(Stored data entries)
Start of Block

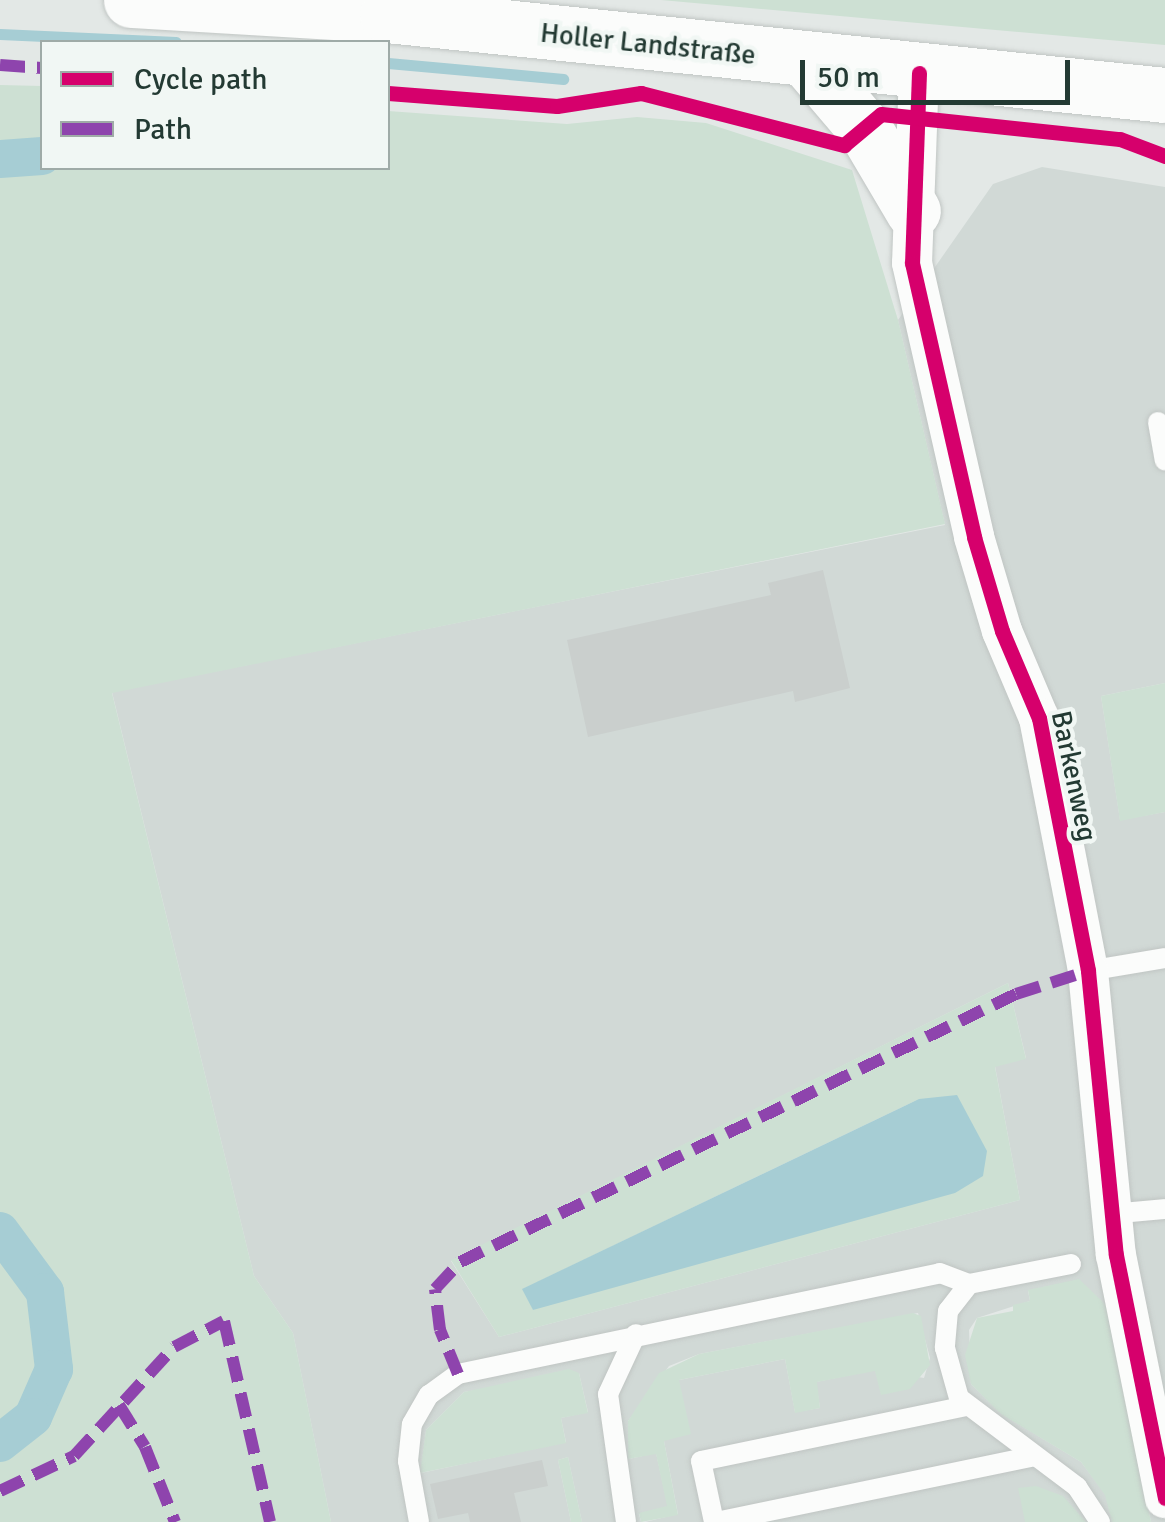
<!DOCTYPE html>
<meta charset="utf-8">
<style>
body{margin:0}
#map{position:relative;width:1165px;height:1522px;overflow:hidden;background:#e3e8e6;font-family:Signika,sans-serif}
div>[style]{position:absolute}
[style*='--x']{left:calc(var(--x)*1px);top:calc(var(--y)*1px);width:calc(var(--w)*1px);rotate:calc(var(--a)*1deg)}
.built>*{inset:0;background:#d1d9d6}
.green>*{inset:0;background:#cde0d3}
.water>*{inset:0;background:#a6cdd4}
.stream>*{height:11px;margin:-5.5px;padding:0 5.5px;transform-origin:5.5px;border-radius:5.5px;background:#a6cdd4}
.canal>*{height:38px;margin:-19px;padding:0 19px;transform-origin:19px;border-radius:19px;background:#a6cdd4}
.building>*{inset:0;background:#cacfcd}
.roads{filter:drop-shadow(0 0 2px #c0c5c3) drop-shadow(0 0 2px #c0c5c3)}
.service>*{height:20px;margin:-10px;padding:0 10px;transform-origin:10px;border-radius:10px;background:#fbfcfb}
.minor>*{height:40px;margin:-20px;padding:0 20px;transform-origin:20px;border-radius:20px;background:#fbfcfb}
.secondary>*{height:55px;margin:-27.5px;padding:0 27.5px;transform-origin:27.5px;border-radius:27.5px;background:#fbfcfb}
.quiet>*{height:12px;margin-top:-6px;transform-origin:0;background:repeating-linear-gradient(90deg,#8e44ad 0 25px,transparent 0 37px)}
.cycleway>*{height:15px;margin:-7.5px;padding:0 7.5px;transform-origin:7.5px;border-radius:7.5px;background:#d6006c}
span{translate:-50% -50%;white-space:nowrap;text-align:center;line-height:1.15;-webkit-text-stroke:9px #f1f7f4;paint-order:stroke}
.street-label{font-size:28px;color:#233a33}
.legend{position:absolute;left:40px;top:40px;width:350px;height:130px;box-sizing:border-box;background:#f1f7f4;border:2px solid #9faba7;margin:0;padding:12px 18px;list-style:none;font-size:30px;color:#233a33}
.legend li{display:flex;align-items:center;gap:20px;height:50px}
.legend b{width:50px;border:2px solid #9faba7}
.scale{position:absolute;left:800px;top:60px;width:270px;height:45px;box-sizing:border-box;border:5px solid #233a33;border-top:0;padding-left:12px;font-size:30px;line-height:35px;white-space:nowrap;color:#233a33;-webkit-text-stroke:8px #f1f7f4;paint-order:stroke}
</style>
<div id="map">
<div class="built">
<div style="clip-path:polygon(evenodd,1042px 167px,1165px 187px,1165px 683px,1101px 696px,1120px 820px,1165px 812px,1165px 1522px,1151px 1522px,1107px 1306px,1028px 1291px,1030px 1301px,977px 1318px,969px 1330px,971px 1384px,1002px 1414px,1081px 1462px,1106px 1495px,1112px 1522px,645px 1522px,678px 1514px,664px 1441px,679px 1380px,785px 1359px,795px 1412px,820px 1408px,816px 1382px,875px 1370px,924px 1378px,930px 1358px,918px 1313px,699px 1354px,669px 1366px,628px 1421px,629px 1459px,656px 1453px,668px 1507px,639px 1514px,641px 1522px,582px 1522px,568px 1457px,558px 1460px,571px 1522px,331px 1522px,293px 1333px,254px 1276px,112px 692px,945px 525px,898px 320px,993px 184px,1042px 167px,1008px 983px,1026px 1058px,995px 1066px,1020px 1200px,499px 1337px,451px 1261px,1008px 983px,1042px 167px,579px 1373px,588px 1412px,561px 1418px,566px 1442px,421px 1473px,426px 1430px,464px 1392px,579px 1373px)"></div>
</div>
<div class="green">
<div style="clip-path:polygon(661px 0,1165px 0,1165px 45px)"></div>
<div style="clip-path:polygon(0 85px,42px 86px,42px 168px,388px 168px,388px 111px,567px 124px,637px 117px,706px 123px,852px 170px,898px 320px,945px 524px,112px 693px,254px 1276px,293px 1333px,331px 1522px,0 1522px)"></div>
<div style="clip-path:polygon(1165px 683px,1165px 812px,1120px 821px,1101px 696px)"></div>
<div style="clip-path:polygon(evenodd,1008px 983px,1026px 1059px,995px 1067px,1020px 1200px,499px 1337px,451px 1260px,1008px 983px,919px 1099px,533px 1310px,533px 1309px,523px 1289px,919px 1099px)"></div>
<div style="clip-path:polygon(1079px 1279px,1107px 1306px,1151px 1522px,1112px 1522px,1105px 1495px,1081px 1462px,1001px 1414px,971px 1384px,965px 1355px,977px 1318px,1013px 1311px,1013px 1305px,1030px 1301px,1028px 1290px)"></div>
<div style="clip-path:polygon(913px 1313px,921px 1316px,930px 1365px,910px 1389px,881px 1395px,875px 1371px,817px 1382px,820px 1408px,795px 1413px,785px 1359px,679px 1380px,691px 1434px,664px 1441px,678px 1515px,641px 1522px,639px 1513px,667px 1506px,656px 1454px,628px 1459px,628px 1421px,659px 1373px,699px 1354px)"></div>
<div style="clip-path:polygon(569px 1369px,579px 1373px,588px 1413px,561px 1418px,566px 1443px,420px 1473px,426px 1430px,464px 1392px)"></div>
<div style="clip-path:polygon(568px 1457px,582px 1522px,571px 1522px,558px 1460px)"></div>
<div style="clip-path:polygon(1036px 1486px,1063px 1496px,1086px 1522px,1025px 1522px,1018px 1488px)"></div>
</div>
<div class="water">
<div style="clip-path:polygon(957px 1095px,987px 1151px,983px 1176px,955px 1193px,533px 1310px,522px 1289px,919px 1099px)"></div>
</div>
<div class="stream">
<div style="--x:0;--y:34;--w:176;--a:2.6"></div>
<div style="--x:388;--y:63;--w:176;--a:5.2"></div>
</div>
<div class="canal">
<div style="--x:0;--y:159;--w:42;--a:-4.1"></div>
<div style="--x:0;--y:1231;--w:76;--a:53.6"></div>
<div style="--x:45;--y:1292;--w:78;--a:83.3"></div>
<div style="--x:54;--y:1369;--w:52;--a:113.6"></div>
<div style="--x:33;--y:1417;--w:42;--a:141.8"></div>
</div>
<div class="building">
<div style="clip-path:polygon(823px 570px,850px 688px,795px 702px,793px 691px,588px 737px,567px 640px,771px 595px,768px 583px)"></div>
<div style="clip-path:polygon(542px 1460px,548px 1486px,514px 1493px,521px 1522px,470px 1522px,468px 1513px,438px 1519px,430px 1484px)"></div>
</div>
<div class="roads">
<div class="service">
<div style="--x:1158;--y:422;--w:39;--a:80"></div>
<div style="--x:1088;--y:971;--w:78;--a:-9.6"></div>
<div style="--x:1110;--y:1214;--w:55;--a:-5.2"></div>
<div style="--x:1071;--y:1264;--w:104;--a:168.9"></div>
<div style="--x:969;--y:1284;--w:34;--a:128"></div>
<div style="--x:948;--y:1311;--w:37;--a:95"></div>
<div style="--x:945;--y:1348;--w:52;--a:74.4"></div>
<div style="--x:959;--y:1398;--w:148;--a:37"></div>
<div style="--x:1077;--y:1487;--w:42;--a:56.7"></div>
<div style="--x:419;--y:1522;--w:62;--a:-100.2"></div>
<div style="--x:408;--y:1461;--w:37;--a:-84"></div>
<div style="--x:412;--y:1424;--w:34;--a:-60"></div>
<div style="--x:429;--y:1395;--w:36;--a:-36"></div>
<div style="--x:458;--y:1374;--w:492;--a:-11.8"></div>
<div style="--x:940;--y:1273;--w:31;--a:21"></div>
<div style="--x:626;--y:1522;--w:129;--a:-98"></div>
<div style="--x:608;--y:1394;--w:66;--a:-65"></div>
<div style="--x:714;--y:1522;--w:62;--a:-102"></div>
<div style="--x:701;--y:1461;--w:271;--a:-11.7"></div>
<div style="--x:716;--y:1522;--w:325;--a:-11.7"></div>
</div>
<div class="minor">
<div style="--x:919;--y:73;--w:190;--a:92.1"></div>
<div style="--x:912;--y:263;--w:281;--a:77.2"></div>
<div style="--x:974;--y:537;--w:98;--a:73.4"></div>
<div style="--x:1002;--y:631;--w:95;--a:67"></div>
<div style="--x:1039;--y:718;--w:258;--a:79"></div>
<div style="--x:1088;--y:971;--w:285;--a:84.4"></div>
<div style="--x:1116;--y:1255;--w:248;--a:78.6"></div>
</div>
<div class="secondary">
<div style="--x:131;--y:0;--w:256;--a:3.4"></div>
<div style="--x:387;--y:15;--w:782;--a:5.87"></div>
<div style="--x:807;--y:61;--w:88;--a:49.6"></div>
<div style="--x:864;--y:128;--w:96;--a:59.4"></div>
</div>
</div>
<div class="quiet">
<div style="--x:0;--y:65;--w:42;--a:4.1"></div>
<div style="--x:458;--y:1374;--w:48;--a:-112.2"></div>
<div style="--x:440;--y:1330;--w:41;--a:-97"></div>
<div style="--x:435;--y:1289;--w:37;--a:-47"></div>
<div style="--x:460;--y:1262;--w:617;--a:-25.73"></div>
<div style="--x:1016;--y:994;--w:76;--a:-17.7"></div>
<div style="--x:119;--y:1405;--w:49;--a:58.2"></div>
<div style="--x:145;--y:1447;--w:81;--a:68.2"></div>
<div style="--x:0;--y:1491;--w:82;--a:-25.3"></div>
<div style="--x:74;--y:1456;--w:148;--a:-47.5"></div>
<div style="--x:174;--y:1347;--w:56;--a:-27.5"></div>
<div style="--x:224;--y:1321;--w:206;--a:77.1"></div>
</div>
<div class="cycleway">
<div style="--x:919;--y:73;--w:190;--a:92.1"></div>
<div style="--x:912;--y:263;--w:281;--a:77.2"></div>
<div style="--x:974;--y:537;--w:98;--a:73.4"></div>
<div style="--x:1002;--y:631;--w:95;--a:67"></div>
<div style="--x:1039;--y:718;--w:258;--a:79"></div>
<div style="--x:1088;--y:971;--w:285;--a:84.4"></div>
<div style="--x:1116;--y:1255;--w:248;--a:78.6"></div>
<div style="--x:388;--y:93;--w:169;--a:4.4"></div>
<div style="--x:557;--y:106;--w:85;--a:-8.8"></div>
<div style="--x:641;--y:93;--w:210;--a:14.4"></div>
<div style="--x:844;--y:145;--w:48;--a:-40"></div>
<div style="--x:881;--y:114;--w:240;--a:6"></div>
<div style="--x:1120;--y:139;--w:48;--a:20.7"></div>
</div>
<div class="street-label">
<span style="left:648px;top:44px;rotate:6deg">Holler Landstraße</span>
<span style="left:1074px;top:776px;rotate:78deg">Barkenweg</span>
</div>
<ul class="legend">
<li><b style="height:12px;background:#d6006c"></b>Cycle path</li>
<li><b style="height:12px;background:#8e44ad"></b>Path</li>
</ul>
<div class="scale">50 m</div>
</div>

End of Block

What the task asks | Please copy every line in the entries where "service" appears.

Result |
.service>*{height:20px;margin:-10px;padding:0 10px;transform-origin:10px;border-radius:10px;background:#fbfcfb}
<div class="service">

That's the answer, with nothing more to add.